Abu Zubayda’s eyeball may have gone missing at the CIA black chamber in Poland. We don’t know and probably won’t, which says a lot about something. What’s nuts about that whole situation is that Abu Zubayda isn’t saying, either, because he’s still where the CIA can get at him and they’re never going to let him walk free with the experiences he has had. If they could, they’d erase him like they did the tapes of him being tortured. You know, the traditional form of memory erasure that comes in size 9mm kurtz.

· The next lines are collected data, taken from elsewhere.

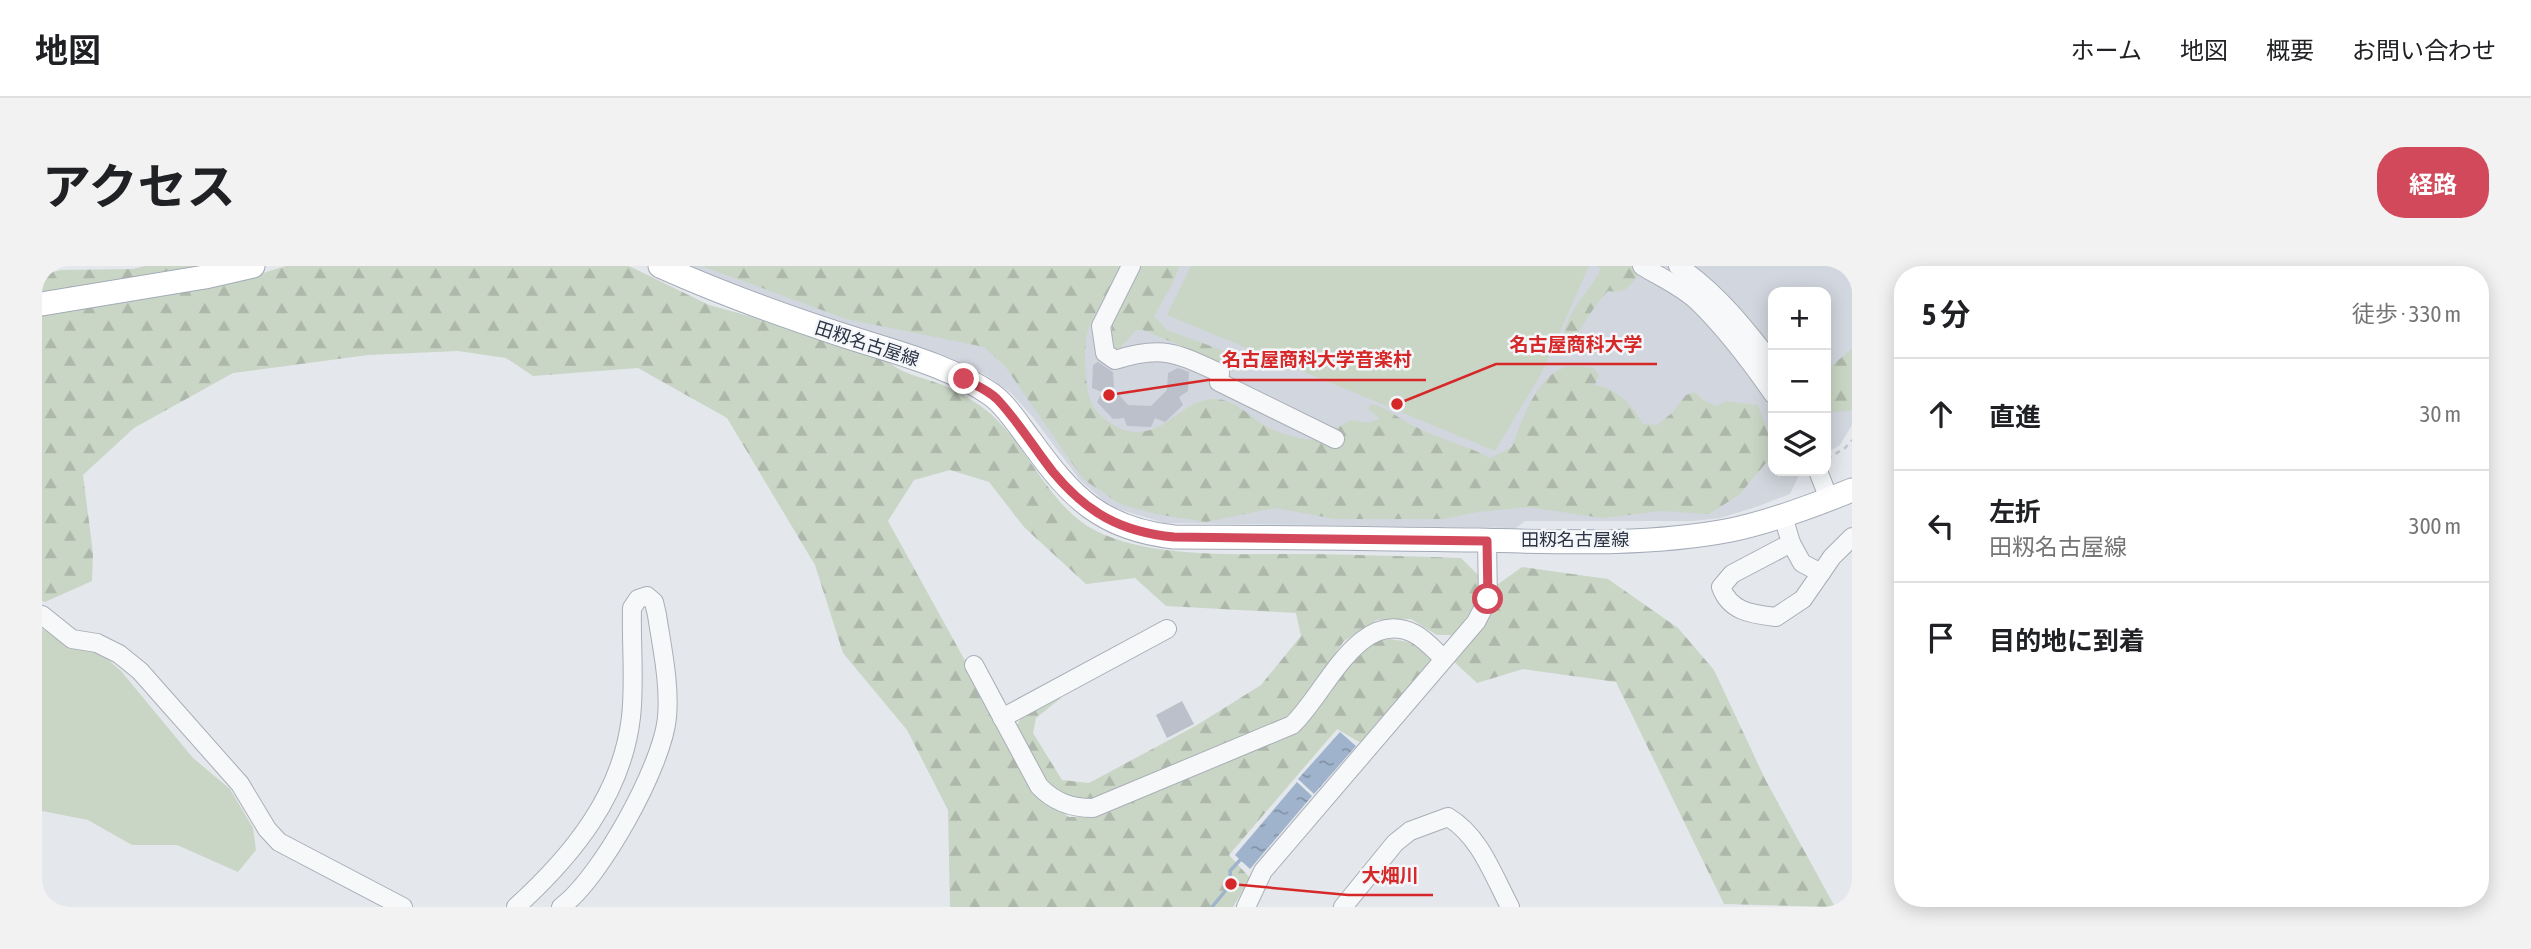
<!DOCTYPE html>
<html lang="ja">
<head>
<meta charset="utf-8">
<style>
  body { margin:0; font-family:"Asap Condensed","Noto Sans JP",sans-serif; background:#f2f2f2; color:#202124 }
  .controls { position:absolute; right:21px; top:21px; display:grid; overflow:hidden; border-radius:14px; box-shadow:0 4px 18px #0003 }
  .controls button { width:63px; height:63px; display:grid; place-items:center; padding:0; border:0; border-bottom:2px solid #e0e0e0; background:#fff; color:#202124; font:35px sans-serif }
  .stop { position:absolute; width:21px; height:21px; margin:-16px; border:5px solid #d1495b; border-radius:50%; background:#fff }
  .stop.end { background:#d1495b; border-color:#fff; box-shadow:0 2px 7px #0008 }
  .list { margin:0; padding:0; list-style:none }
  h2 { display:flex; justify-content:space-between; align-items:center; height:91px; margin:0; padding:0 28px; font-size:30px }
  h2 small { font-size:23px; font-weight:400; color:#757577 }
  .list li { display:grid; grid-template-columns:46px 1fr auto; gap:21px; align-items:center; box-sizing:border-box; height:112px; padding:0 28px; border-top:2px solid #e0e0e0 }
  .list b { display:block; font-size:26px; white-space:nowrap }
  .list p { margin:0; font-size:23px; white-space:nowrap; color:#757577 }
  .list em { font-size:23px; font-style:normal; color:#757577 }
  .icon { flex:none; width:38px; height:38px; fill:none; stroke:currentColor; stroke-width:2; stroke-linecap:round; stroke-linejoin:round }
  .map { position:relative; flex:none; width:1810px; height:641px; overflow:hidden; border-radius:28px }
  header { display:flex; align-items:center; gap:42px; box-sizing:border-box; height:98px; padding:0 35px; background:#fff; border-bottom:2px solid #e0e0e0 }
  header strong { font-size:33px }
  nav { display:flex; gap:38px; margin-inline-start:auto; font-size:24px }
  .intro { display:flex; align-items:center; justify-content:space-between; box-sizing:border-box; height:168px; padding:0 42px }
  h1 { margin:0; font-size:49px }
  .button { padding:18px 32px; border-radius:28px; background:#d1495b; color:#fff; font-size:24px; font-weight:700 }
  main { display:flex; gap:42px; padding:0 42px }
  aside { flex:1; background:#fff; border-radius:28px; box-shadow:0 4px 18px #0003 }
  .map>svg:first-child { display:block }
  .built { fill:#d2d6de }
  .green { fill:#c9d6c5 }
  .forest { fill:url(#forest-firs) }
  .water { fill:url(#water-ripples) }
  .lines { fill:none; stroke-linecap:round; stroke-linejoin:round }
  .stream { stroke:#9fb4cc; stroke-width:3.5 }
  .building { fill:#bbc0ca }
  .minor-casing { stroke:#a9aeb7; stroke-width:20 }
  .major-casing { stroke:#a3abb8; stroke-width:25 }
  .path { stroke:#c2c5cb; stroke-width:2.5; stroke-dasharray:5 5; stroke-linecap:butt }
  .minor { stroke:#f7f8fa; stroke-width:18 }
  .major { stroke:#fff; stroke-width:23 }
  .route { stroke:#d1495b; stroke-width:9 }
  .labels { text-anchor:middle; stroke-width:5; stroke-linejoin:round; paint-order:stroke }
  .street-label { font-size:18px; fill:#2b3445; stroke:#f4f6f9 }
  .leader { fill:none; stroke:#d62828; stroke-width:2.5 }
  .callout-dot { fill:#d62828; stroke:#f4f6f9; stroke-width:2.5 }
  .callout-label { font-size:19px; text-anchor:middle; font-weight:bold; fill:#d62828; stroke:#f4f6f9; stroke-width:5; stroke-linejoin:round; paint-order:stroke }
</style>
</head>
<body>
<header>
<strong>地図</strong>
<nav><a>ホーム</a><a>地図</a><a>概要</a><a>お問い合わせ</a></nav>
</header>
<div class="intro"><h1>アクセス</h1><a class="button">経路</a></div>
<main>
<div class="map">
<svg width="1810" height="641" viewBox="0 0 1810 641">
  <defs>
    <pattern id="forest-firs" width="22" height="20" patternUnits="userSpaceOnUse" patternTransform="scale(1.75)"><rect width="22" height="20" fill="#c9d6c5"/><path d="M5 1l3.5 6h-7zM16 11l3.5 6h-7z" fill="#adb8ab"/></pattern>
    <pattern id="water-ripples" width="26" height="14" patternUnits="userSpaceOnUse" patternTransform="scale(1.75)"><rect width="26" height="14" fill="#9fb4cc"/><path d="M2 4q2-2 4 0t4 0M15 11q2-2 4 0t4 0" fill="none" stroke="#8293a7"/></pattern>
  </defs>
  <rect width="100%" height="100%" fill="#e4e7ec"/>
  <!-- built -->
  <path class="built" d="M640,0H1810V159L1798,179L1784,187V26H1731V205H1761L1757,209L1748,228L1714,241L1678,252L1651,255H1483L1474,262L1123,257L1069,241L1038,214L989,149L969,127L941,107L857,74L820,67Z"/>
  <!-- green -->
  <g class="green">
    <path d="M1149,0H1547L1499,108L1453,185L1125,49Z"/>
    <path d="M0,363L63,391L79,405L151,492L188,523L211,562L214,584L196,606L135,579H90L46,554L0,545Z"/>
  </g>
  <!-- forest -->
  <g class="forest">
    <path d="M103,0H166L0,30V8L20,4L91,3Z"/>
    <path d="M244,0H587L667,39L739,59L846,95C860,109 885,112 903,120C918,126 937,138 949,148C983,179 1001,225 1037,254C1089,296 1205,287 1270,288C1320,289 1370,290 1419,292L1438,311C1435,340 1429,347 1410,369H1395L1369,353L1335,354L1302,375L1255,442L1227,464L1056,536H1026L1002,521L973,464L981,447L1007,432H1019L994,452L991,467L1020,514L1047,517L1155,459L1219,419L1259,370L1254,347L1124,340L1093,312L1044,318L982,261L947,216L908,204L872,214L846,255L996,527L1027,551H1046L1077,541L1251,464L1315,386L1336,371L1373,377L1391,397L1319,477L1295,463L1187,589L1208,612L1191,641H908L906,544L865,464L801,387L773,299L685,152L596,102L491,110L464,92L416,85L326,89L191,107L92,162L41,209L51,287L50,315L3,336L0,335V46L211,10Z"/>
    <path d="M660,0H1081C1072,17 1051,48 1046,65C1041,82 1043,118 1048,134C1054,152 1081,168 1099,166C1132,162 1147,127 1181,134C1194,137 1206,148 1217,156C1227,164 1265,177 1277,173C1288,168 1298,159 1309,154L1325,157L1338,153L1326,143L1329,138C1346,141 1356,153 1372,160C1397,173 1424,179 1448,192L1470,181C1479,156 1495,109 1524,101C1532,99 1542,101 1551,102L1557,109L1553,119C1576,123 1589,138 1601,158L1615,159L1630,147L1644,129L1653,126L1660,133L1674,140L1685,135L1716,139L1731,182V192L1723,198L1697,229L1667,248L1620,245L1560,252L1486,241L1436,246L1401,253H1293L1233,242L1164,256L1114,248L1078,238L1041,213L963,100L942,81L804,53Z"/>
    <path d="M1094,0H1137L1131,17L1112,50L1125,64L1193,89L1201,103L1196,105L1182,101L1159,88L1101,64H1094L1077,83L1069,80L1071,46Z"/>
    <path d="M1555,0H1591L1599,5C1588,19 1586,28 1566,25C1548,44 1537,66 1524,88C1512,54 1546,31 1559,3Z"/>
    <path d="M1810,83V142L1808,145L1790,146L1784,132V104Z"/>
    <path d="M1480,301L1566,313L1636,362L1672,404L1724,515L1793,641L1682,638L1574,416L1481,403L1435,417L1410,394L1451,345L1455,319Z"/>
  </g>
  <!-- water -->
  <g class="water">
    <path d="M1298,466L1314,480L1272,528L1256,513Z"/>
    <path d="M1255,516L1270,530L1208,603L1193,589Z"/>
  </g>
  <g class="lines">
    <!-- stream -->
    <path class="stream" d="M1170,641L1189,618L1188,605L1199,593"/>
  </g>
  <!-- building -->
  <g class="building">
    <path d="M1056,96L1071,106L1072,123L1086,139L1109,140L1125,124L1126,107L1136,102L1147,106L1146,125L1137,131L1141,139L1123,156L1113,152L1109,161L1085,160L1082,152L1071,153L1055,136L1060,126L1050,122L1051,99Z"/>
    <path d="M1140,435L1152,458L1125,472L1114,449Z"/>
  </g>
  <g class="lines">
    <defs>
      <g id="minor">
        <path d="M1089,0L1059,60L1063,87L1073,94C1121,79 1134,87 1178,107L1177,116L1293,173"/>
        <path d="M1600,0C1618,11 1639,20 1655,35C1684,63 1708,95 1731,128"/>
        <path d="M1636,0C1674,25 1703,62 1731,98"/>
        <path d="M1776,205L1787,233"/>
        <path d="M1741,250L1749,277L1690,308L1679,321C1688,346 1710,348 1734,351L1761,333L1790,291L1810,271"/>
        <path d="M1749,277L1760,297L1779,307"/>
        <path d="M0,349L30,373L55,377L77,388L98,405L198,518L225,563L237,576L361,641"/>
        <path d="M932,399L997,520C1012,536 1029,542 1051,542L1250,459C1283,429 1317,339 1373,368C1384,374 1392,384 1401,392"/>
        <path d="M960,452L1125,363"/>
        <path d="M474,641C531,589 580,529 589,451C593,415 589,378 590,342L596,333L605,330L612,336L615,349C620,382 628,418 625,451C621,499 558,613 519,641"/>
        <path d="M1204,641L1221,605L1434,356L1446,333L1445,275"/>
        <path d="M1301,641L1353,577L1368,565L1406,551C1438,570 1451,609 1468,641"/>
      </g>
      <g id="major">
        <path d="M618,0C676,26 736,48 797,68C848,85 906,98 950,129C965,140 977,160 988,174C1029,231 1059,263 1132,271C1233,271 1334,273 1435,274C1519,276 1606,280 1689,264C1731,255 1771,240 1810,224"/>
        <path d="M0,38L163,11L211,0"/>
      </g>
    </defs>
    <!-- minor casing -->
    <use href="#minor" class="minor-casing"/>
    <!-- major casing -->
    <use href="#major" class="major-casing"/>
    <!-- path -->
    <path class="path" d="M1785,193L1803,182L1810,174"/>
    <!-- minor -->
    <use href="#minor" class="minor"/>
    <!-- major -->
    <use href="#major" class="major"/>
  </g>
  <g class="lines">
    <!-- route -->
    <path class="route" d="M922,113C933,119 946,124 955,133C976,155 992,182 1011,206C1045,247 1079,266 1132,271L1445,275L1446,333"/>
  </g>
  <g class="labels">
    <!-- street labels -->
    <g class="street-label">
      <text transform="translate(825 78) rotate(18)" y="6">田籾名古屋線</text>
      <text x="1533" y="280">田籾名古屋線</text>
    </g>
  </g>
  <!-- callouts -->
  <path class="leader" d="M1355 138L1454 98H1615M1067 129L1166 114H1384M1189 618L1306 629H1391"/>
  <g class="callout-dot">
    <circle cx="1355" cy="138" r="7"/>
    <circle cx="1067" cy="129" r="7"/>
    <circle cx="1189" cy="618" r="7"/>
  </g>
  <g class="callout-label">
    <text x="1534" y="85">名古屋商科大学</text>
    <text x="1275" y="100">名古屋商科大学音楽村</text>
    <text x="1348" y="616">大畑川</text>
  </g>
</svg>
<div class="controls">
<button>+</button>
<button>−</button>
<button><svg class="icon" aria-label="layers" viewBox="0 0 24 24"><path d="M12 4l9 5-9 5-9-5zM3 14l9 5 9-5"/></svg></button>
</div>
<div class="stop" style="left:1446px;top:333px"></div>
<div class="stop end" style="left:922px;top:113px"></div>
</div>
<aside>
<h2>5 分<small>徒歩 · 330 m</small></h2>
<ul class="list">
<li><svg class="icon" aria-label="ahead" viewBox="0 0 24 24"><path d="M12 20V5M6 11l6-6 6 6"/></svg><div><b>直進</b></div><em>30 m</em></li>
<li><svg class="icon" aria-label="left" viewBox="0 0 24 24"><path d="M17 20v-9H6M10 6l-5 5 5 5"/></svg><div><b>左折</b><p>田籾名古屋線</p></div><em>300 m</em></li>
<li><svg class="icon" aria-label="arrive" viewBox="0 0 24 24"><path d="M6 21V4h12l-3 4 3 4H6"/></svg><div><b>目的地に到着</b></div></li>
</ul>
</aside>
</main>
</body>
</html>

Gina Haspel’s support for CIA director was fairly bipartisan. Joe Biden, naturally, followed Obama’s lead and, you know, we tortured some folks and that’s not what we are, but we have to move forward not back blah blah blah.
StonedRanger says
My first trip was in 1969 and I was 14. The acid was some mickey mouse imprint blotter acid. I lived very near Reed College and in the spring they have a celebration that includes a giant open pit barbeque. They had a DJ named Dr. Demento. Talk about surreal. I have done acid or mescaline over 500 times since then, the last time in 1980. No flashbacks from it, but plenty of good memories.
Reginald Selkirk says
Here’s a bad trip:
Vegemite Pizza
dangerousbeans says
a true American would use .45
i have mild PTSD flackbacks. that does sound like what they are describing, but drug induced PTSD seems perfectly reasonable to me.